After the link flags were modified, the OPeNDAP libraries were added to the list of libraries used. The order in which the libraries are listed is important.
LIBS = -lnc-dods -ldap++ -lnc-dods -ldap++ -lwww -ltcl
-lexpect -lz -lrx
NOTE: Because OPeNDAP is implemented as a core set of classes contained in one library (libdap++.a) and a set of specializations of those classes in a second library (libnc-dods.a), and because there is a circular dependence between those two libraries, they must be included twice in the linker command.
Finally, g++ was substituted for the link command ( 9).
Potential Problems
When a user links an existing a program to the OPeNDAP libraries, there are several possible conditions that may cause problems.
- Some programs use more than one API.
- Some programs access data using both API and UNIX system calls.
- Some programs use undocumented features of the APIs.
If this is the case for a given program, there is generally no good solution beside rewriting the software to conform to a strict usage of the data reading parts of the given API. Of course if the problem is that the program uses more than one API, you can try linking the program with an OPeNDAP-compliant version of the second API as well.
- Re-linked programs can be very large.
The OPeNDAP libraries are large, and the g++, www, expect, and tcl libraries on which they are built are even larger. This means that the executable version of a re-linked OPeNDAP client can seem unreasonably obese. Much of the disk space is occupied by symbol tables, which can be removed from the executable file with the strip utility. In many cases, a user can recover a substantial amount of disk space this way.
CAUTION: Without familiarity with the OPeNDAP software, it is best only to strip the executable files. Stripping object files or libraries might leave them in a useless condition for the linker. Furthermore, stripping an executable file removes symbol names, which may make diagnosing problems more difficult.
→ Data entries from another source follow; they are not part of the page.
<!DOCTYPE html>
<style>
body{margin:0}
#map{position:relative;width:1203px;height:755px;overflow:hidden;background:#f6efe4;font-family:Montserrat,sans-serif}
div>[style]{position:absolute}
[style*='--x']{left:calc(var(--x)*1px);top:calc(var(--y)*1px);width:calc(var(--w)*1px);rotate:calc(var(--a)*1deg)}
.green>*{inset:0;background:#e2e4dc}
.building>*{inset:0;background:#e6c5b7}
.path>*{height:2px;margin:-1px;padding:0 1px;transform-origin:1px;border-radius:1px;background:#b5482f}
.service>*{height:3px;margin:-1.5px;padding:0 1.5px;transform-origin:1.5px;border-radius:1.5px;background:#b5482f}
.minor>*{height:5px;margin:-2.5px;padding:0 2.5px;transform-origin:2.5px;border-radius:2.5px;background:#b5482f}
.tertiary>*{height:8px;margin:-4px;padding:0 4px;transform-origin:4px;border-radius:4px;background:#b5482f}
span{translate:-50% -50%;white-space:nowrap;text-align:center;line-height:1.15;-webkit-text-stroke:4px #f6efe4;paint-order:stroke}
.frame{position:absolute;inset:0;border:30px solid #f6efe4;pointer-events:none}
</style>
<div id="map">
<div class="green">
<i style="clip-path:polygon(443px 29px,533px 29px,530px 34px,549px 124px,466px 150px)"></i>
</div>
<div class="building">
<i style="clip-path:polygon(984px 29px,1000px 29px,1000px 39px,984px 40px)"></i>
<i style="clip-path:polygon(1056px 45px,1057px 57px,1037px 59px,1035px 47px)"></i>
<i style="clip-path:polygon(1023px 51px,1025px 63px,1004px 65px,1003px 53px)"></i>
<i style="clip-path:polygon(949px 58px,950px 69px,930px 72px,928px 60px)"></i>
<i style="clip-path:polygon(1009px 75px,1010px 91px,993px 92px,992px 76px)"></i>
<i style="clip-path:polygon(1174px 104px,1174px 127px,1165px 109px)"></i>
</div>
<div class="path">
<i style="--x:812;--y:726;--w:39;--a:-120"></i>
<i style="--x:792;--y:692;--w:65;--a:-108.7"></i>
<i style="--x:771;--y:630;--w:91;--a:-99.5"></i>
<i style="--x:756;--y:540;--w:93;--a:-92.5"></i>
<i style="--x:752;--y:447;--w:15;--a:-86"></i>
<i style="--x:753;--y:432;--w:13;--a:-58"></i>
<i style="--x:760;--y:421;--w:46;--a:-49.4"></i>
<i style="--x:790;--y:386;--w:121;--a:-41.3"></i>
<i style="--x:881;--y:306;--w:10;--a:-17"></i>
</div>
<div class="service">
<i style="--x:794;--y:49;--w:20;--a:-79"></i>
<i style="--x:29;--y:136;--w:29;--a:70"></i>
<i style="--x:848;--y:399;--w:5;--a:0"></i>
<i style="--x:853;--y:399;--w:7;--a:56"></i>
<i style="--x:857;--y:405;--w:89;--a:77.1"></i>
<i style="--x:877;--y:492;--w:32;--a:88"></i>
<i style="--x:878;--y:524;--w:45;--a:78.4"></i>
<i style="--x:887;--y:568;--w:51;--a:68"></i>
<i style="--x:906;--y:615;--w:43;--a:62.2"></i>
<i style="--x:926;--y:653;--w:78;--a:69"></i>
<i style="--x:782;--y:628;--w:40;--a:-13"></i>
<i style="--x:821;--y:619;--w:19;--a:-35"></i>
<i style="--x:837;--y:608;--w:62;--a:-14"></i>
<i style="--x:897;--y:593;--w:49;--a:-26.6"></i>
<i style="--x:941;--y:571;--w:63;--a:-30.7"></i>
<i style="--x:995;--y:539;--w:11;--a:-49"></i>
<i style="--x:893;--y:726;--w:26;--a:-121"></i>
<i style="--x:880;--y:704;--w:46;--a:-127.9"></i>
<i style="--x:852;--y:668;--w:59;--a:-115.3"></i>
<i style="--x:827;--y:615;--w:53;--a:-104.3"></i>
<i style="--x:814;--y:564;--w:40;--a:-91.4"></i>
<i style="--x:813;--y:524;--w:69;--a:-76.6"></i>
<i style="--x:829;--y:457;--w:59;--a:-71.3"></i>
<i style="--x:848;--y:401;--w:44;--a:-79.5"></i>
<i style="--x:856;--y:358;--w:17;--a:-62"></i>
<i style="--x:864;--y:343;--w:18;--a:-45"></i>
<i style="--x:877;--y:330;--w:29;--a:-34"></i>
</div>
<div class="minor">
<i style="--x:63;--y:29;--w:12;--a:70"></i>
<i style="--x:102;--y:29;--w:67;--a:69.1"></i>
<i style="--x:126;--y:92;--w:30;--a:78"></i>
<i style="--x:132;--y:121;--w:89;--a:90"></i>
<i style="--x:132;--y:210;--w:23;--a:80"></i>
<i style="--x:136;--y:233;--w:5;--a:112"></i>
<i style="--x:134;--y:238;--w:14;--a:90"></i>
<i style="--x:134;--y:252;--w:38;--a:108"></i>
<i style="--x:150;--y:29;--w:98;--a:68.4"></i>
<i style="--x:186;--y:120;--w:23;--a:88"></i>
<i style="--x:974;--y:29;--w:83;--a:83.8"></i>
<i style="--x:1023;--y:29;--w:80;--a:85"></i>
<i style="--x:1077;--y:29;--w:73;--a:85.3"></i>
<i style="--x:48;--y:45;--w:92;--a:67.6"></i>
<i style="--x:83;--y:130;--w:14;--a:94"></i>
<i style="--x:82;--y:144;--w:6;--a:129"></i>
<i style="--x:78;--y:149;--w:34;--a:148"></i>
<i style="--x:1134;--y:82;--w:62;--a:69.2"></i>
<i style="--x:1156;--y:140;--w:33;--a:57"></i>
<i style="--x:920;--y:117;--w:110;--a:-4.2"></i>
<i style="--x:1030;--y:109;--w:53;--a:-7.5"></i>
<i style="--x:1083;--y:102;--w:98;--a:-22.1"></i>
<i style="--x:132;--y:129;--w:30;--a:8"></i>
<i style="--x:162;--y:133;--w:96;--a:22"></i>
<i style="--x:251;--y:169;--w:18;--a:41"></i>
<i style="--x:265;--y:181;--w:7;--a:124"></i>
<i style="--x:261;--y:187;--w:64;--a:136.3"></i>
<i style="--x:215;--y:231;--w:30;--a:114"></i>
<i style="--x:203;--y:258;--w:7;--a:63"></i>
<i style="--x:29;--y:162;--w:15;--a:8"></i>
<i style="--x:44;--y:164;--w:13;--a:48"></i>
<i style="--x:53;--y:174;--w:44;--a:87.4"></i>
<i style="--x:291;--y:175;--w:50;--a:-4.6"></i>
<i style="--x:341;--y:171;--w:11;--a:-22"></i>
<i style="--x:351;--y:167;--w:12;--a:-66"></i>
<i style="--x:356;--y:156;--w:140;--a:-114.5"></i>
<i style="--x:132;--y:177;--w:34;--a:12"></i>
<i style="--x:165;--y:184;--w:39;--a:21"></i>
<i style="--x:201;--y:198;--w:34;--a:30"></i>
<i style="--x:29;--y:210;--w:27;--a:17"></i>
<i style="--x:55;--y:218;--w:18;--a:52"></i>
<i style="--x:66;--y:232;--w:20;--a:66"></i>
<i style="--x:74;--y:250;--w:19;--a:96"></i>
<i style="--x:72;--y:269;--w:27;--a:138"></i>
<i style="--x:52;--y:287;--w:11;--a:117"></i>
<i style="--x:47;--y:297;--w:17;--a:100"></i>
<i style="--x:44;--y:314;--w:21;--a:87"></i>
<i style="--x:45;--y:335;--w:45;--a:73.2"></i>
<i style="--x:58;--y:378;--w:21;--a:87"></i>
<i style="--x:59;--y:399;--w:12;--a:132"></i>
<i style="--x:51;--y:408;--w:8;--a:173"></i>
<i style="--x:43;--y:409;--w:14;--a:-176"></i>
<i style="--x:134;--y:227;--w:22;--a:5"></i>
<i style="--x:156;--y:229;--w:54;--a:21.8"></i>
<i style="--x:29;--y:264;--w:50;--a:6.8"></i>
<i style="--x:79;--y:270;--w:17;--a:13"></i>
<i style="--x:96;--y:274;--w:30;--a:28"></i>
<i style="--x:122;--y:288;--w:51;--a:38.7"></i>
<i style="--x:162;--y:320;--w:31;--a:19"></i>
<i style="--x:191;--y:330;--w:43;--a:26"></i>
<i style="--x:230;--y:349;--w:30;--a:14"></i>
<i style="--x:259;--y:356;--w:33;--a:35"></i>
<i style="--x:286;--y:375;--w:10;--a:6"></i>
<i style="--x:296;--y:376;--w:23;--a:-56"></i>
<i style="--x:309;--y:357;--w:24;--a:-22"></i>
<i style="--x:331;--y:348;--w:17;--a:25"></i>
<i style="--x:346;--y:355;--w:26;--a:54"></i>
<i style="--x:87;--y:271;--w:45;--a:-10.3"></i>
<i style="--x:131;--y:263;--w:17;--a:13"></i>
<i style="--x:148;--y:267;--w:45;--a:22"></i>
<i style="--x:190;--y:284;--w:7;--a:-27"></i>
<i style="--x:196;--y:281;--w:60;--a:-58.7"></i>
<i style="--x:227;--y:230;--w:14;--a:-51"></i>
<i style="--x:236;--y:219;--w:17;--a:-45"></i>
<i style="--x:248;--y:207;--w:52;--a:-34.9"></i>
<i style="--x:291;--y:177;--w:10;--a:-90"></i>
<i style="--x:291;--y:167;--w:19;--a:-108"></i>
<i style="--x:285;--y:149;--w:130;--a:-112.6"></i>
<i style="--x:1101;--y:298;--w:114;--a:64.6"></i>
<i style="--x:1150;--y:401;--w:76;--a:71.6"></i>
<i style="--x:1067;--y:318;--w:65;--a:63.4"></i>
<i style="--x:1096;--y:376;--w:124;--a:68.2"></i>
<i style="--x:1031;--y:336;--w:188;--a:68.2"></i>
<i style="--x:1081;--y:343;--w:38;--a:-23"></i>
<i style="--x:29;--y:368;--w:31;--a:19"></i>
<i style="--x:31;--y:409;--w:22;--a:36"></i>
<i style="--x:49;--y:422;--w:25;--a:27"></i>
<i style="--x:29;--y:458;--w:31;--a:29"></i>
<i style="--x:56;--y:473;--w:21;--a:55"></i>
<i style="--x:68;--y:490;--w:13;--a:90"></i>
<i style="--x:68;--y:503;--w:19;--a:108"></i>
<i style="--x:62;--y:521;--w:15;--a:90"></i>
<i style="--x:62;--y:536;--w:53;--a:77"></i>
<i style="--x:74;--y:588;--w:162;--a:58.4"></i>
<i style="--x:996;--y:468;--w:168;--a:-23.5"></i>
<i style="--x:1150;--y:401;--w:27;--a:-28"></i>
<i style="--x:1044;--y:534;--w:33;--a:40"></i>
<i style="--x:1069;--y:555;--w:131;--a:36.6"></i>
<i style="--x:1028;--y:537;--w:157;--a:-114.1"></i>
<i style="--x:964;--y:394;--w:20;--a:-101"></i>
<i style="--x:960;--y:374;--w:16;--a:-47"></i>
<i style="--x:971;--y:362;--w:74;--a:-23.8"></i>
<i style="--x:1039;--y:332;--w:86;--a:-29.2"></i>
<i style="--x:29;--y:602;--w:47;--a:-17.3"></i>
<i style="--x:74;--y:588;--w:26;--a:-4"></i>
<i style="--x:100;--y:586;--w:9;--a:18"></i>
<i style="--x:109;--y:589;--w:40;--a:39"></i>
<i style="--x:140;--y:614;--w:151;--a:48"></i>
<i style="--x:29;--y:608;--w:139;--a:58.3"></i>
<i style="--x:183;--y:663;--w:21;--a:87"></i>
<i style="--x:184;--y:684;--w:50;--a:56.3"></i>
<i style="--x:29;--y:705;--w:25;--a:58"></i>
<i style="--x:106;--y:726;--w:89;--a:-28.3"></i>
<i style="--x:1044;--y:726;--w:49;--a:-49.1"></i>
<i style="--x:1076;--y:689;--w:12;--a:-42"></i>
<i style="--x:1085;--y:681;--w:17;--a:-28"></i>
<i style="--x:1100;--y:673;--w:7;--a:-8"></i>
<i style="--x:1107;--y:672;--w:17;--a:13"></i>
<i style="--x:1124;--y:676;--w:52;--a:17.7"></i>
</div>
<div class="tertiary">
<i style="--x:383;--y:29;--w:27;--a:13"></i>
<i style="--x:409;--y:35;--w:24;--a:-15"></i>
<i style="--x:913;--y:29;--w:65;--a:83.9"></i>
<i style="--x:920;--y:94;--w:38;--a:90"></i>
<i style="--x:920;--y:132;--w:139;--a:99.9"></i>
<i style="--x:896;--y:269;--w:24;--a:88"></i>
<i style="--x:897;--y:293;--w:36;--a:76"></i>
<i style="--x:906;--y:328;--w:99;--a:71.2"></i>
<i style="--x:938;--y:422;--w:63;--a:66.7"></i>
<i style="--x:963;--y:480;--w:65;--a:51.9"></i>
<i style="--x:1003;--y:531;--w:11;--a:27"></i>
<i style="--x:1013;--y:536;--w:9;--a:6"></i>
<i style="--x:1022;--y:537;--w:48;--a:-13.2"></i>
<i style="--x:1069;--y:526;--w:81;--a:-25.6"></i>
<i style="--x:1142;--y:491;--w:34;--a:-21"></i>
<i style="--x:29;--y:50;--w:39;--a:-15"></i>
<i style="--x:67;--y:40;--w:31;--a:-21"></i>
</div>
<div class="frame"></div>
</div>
The OPeNDAP libraries only affect the data reading functionality of the specified API. There are no OPeNDAP replacements for functions like netCDF's ncputrec(), that write data to a disk file. These functions are included in the OPeNDAP-compliant API library, but they operate in a manner identical to the original (non-OPeNDAP) versions, that is, they work on local files only, attempting to write "over the network" will result in an error.
Writing New OPeNDAP Programs
The OPeNDAP software may also be used to write new programs. This may be done either through one of the OPeNDAP-supported API libraries, such as netCDF or JGOFS, or by using the OPeNDAP data access protocol directly. There are advantages and disadvantages to each approach.
The biggest advantage of writing new code using an OPeNDAP-supported API such as netCDF or JGOFS is that the programmer in question is probably already familiar with the use of that API. Writing an OPeNDAP program using an adapted API is not significantly different than writing the same program with the original API. While writing this new program, it will be useful to remember that the data the program uses will often be remote, implying that data retrieval may not be instantaneous, and that implementation of local caching to store requested data might be a good idea, but other than that, the process is the same as writing a program using the regular API.
It is also possible to use the OPeNDAP data access protocol directly. This is somewhat more involved than using one of the OPeNDAP-compliant API libraries, and C++ is the only language supported for this. However, this approach can provide substantially more efficient programs. For further information about this approach, refer to the technical information about the DAP in The DODS Toolkit Programmer's Guide.